Material for the task:
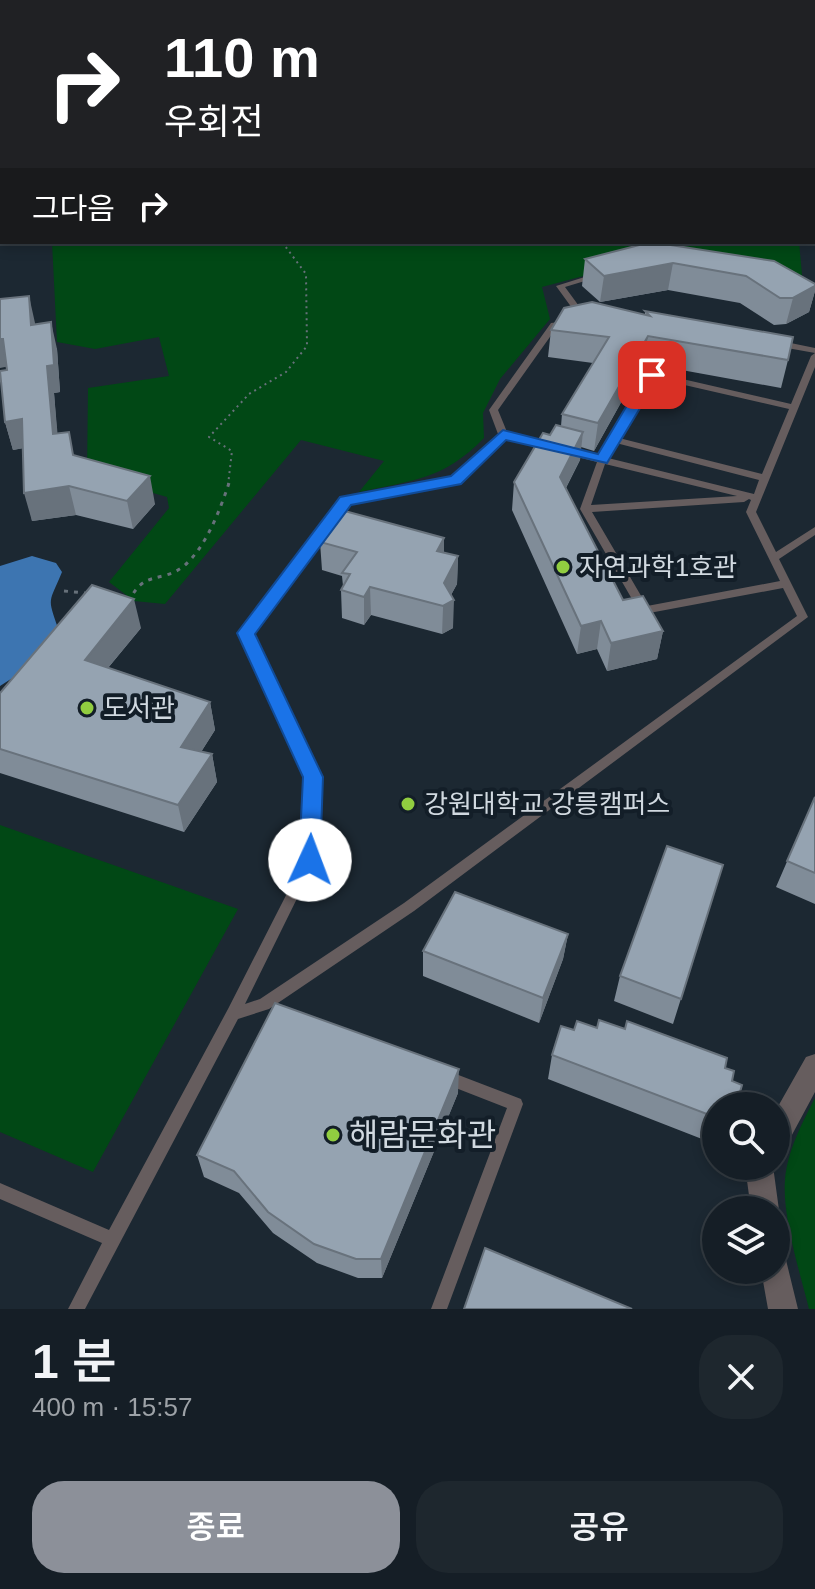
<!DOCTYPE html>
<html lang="ko">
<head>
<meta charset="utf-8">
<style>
	:root { --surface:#151e26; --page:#1e272e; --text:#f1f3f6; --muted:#9da2a7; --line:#343c43; --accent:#8c9099 }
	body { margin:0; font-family:Arial,"Noto Sans KR",sans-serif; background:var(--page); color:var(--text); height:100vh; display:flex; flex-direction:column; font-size:30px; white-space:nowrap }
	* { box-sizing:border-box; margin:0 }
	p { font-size:26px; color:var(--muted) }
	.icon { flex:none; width:44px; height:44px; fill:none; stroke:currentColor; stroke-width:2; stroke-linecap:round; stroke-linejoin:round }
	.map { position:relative; height:1309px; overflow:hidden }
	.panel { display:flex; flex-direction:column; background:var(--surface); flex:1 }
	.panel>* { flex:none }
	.hud { position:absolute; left:0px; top:0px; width:816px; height:244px; box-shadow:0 4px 12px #0003,0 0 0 2px var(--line); background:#202124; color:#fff; overflow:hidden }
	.tools { position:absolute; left:702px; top:1092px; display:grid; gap:16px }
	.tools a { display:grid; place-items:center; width:88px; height:88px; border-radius:50%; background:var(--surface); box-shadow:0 4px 12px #0003,0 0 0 2px var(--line); font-size:40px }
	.pin { position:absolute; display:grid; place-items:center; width:68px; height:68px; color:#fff; margin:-34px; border-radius:16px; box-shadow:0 4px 12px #0006 }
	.me { position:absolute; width:88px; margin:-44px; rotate:2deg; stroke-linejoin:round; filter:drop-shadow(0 0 6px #0008) }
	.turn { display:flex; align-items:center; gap:28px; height:168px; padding:0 32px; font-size:36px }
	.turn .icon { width:104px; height:104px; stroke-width:2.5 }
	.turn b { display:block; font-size:56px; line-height:68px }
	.then { display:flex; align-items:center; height:76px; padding:0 32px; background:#0003; gap:16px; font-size:30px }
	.round { display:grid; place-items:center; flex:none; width:84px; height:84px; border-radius:32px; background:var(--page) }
	.headline { display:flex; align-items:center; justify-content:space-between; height:136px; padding:0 32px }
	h1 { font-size:48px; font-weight:600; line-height:60px }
	.action { display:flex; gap:16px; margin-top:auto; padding:16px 32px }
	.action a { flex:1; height:92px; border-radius:32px; background:var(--accent); color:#fff; font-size:32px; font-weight:600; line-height:92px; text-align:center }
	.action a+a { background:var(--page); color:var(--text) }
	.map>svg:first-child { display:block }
</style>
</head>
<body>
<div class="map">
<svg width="815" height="1309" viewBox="0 0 815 1309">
	<rect width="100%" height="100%" fill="#1c2832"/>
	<path fill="#014815" d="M565,0H815V174L814,2H562Z
		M52,242H799L803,285L644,260L542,287L550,319L500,379L483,413L484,438C443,480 414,480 359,492L384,461L301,440L165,604L134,601L109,582L169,508L167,497L87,474L88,388L169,376L159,337L95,349L57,342Z
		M0,825L238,909L93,1172L0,1132Z
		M815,1098V1309H809C800,1273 782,1216 785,1180C787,1152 802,1123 815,1098Z"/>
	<path fill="#3d75b1" d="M32,556L56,563L62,572C49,604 47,596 58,628L28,668L0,686V566Z"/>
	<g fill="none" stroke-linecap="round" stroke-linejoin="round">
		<path stroke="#67717a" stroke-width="2" stroke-dasharray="2 4" stroke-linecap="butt" d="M228,485L232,451L209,437L249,394L286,372L307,346L306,274L282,242"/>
		<path stroke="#67717a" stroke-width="3" stroke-dasharray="4 6" stroke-linecap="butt" d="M64,591L85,593
			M129,602C143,569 161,584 184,566C206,547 220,510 229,483"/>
		<path fill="#665d5e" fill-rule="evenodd" d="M591,275L598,277L565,287L587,317L583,319H580L556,286Z
			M567,321H570V325L557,327L498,410L507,432L551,445V449L548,450L505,437L459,483L349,504L252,633L319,777L316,860L245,1004L260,999L404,903L797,616L783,588L644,614L640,613L580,509L597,462L566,454L564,452L569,449L599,456L649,373L652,372L791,404L811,356L815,353L776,346L772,343L776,340L815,348V367L756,512L776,552L815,527V535L779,559L808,617L414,911L269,1009L238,1019L85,1309H68L102,1243L0,1199V1183L109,1230L228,1009L304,860L307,777L241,633L343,499L453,478L498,434L489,410L551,323ZM654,378L789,409L762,474L619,438ZM616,443L759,480L754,494L608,458ZM605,464L737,496L591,505ZM749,499L751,500L746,512L780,581L647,606L592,512L744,502Z
			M448,1071L521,1099L523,1104L447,1309H431L507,1108L443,1083L441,1078L443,1073Z"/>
		<path fill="#665d5e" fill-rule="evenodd" d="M1,0H11V2L2,4Z
			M815,1054V1092L786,1146L776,1149V1110L806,1057Z
			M745,1166H773L779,1210L776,1218V1210H751Z
			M776,1255L786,1260L798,1309H768L761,1270H776Z"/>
	</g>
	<path fill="#808c98" d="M651,242L815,284V291L809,312L786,324L774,325L740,303L668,290L600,302L582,286L585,259Z
		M645,311L788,360L781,388L643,363L594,451L581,447L580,460L566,488L623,600L663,631L657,659L607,671L597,649L577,654L512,510L514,482L550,435L561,426L562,414L593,363L548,357L551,330L645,315Z
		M35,324L57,349L60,392L54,393L57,433L75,456L155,504L133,529L76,515L32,521L23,448L13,450L5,422L7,367Z
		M320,542L458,556L457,584L451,595L453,628L442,634L371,615L364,625L342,618L341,590L343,586L342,576L322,570Z
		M141,628L108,668L210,702L215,730L201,752L212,754L217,782L184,832L0,773V693Z
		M815,797V904L776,887Z
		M723,865L673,1024L614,1001L620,976Z
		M568,934L563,959L539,1023L423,976V951Z
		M597,1028L725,1068L732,1081L736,1106H716V1128L708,1125L702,1139L548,1079L552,1055L574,1030Z
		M458,1093L382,1278H358L317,1263L273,1233L239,1193L204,1177L197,1155Z"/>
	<path fill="#68727c" d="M673,263L668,290L600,302L604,276Z
		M815,286V291L809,312L786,324L793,298Z
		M29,296L35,323L37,352L31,325Z
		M51,322L57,349L60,392L54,393L60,462L53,434L47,366Z
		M648,336L643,363L594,451L598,423Z
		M0,339H3L10,366L0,368Z
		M22,419L30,447L13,450L5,422Z
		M583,432L580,460L557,505L560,477Z
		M150,476L155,504L133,529L127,501Z
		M69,486L76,515L32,521L24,493Z
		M444,538V566L437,551Z
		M458,556L457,584L446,604L454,600L453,628L442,634L444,583Z
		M370,587L371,615L364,625V597Z
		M134,599L141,628L92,687L85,660Z
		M601,621L597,649L577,654L581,626Z
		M663,631L657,659L607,671L611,643Z
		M210,702L215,730L187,774L181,747Z
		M212,754L217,782L184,832L178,805Z
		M568,934L563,959L539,1023L543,998Z
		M459,1069L458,1093L382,1278L381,1259Z"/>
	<path fill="#95a3b1" stroke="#68727c" stroke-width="2" d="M651,242L774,261L815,284V286L793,298H780L746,276L673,263L604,276L585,259Z
		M29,296L31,325L51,322L54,365L47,366L53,434L69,432L73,455L150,476L127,501L69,486L24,493L22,419L5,422L0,371L7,370L3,339H0V299Z
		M592,302L650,316L645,311L793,337L788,360L648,336L598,423L562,414L609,337L551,330L564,308Z
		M556,425L583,432L560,477L623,600L643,596L663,631L611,643L601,621L581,626L514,482L543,433L550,435Z
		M341,510L444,538L437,551L458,556L444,583L454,600L443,606L370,587L364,597L341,590L350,574L342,573L357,552L320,542Z
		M92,585L134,599L85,660L210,702L181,747L212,754L178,805L0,749V693Z
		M815,797V873L787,861Z
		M667,846L723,865L681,999L620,976Z
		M455,892L568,934L543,998L423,951Z
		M275,1003L459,1069L381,1259H356L314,1244L268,1212L234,1171L197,1155Z
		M599,1020L625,1029L627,1021L727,1058L725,1068L734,1071L732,1081L742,1085L736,1106H729L717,1102L712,1116L552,1055L561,1026L574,1030L577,1021L597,1028Z
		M485,1248L632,1309H464Z"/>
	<path fill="#1a73e8" stroke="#114b97" stroke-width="2" d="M652,371L660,375L607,463L506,440L461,484L351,505L255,634L323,777L320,860L317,866H302L299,860L303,777L237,633L240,629L340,497L451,476L503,430L598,454L645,375Z"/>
	<g fill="#91cd40" stroke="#131e28" stroke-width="3">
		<circle cx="563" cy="567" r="8"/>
		<circle cx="87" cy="708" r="8"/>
		<circle cx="408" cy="804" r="8"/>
		<circle cx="333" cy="1135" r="8"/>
	</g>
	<g text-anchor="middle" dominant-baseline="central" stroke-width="8" stroke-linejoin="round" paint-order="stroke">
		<g font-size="26" fill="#d1d9e0" stroke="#131e28" text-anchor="start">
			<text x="579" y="567">자연과학1호관</text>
			<text x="103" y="708">도서관</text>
			<text x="424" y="804">강원대학교 강릉캠퍼스</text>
		</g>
		<g font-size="32" fill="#d1d9e0" stroke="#131e28" text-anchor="start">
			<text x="349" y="1135">해람문화관</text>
		</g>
	</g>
</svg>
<div class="tools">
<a><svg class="icon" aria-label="search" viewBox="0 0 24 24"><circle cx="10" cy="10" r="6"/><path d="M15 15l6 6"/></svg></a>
<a><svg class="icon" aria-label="layers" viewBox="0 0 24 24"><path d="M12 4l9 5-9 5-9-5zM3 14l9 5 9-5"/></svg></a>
</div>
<div class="pin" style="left:652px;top:375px;background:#d93025"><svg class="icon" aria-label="arrive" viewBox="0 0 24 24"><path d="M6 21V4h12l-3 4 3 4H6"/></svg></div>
<svg class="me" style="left:310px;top:860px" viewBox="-20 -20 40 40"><circle r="19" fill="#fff"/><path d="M0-13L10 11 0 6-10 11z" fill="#1a73e8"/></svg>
<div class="hud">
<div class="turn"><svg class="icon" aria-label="right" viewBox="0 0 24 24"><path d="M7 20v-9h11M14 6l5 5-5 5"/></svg><div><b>110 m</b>우회전</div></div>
<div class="then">그다음<svg class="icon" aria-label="right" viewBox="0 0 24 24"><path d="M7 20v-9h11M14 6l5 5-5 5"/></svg></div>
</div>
</div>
<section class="panel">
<div class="headline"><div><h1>1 분</h1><p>400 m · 15:57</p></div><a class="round"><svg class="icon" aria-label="close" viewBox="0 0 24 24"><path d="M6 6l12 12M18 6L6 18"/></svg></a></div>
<div class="action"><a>종료</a><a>공유</a></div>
</section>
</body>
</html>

Work to complete: Whatever lies between the first line of the data and the line holding "--surface:#151e26; --page:#1e272e; --text:#f1f3f6;", inclusive, should be repeated exactly, apart from the pictures.

Answer space:
<!DOCTYPE html>
<html lang="ko">
<head>
<meta charset="utf-8">
<style>
	:root { --surface:#151e26; --page:#1e272e; --text:#f1f3f6; --muted:#9da2a7; --line:#343c43; --accent:#8c9099 }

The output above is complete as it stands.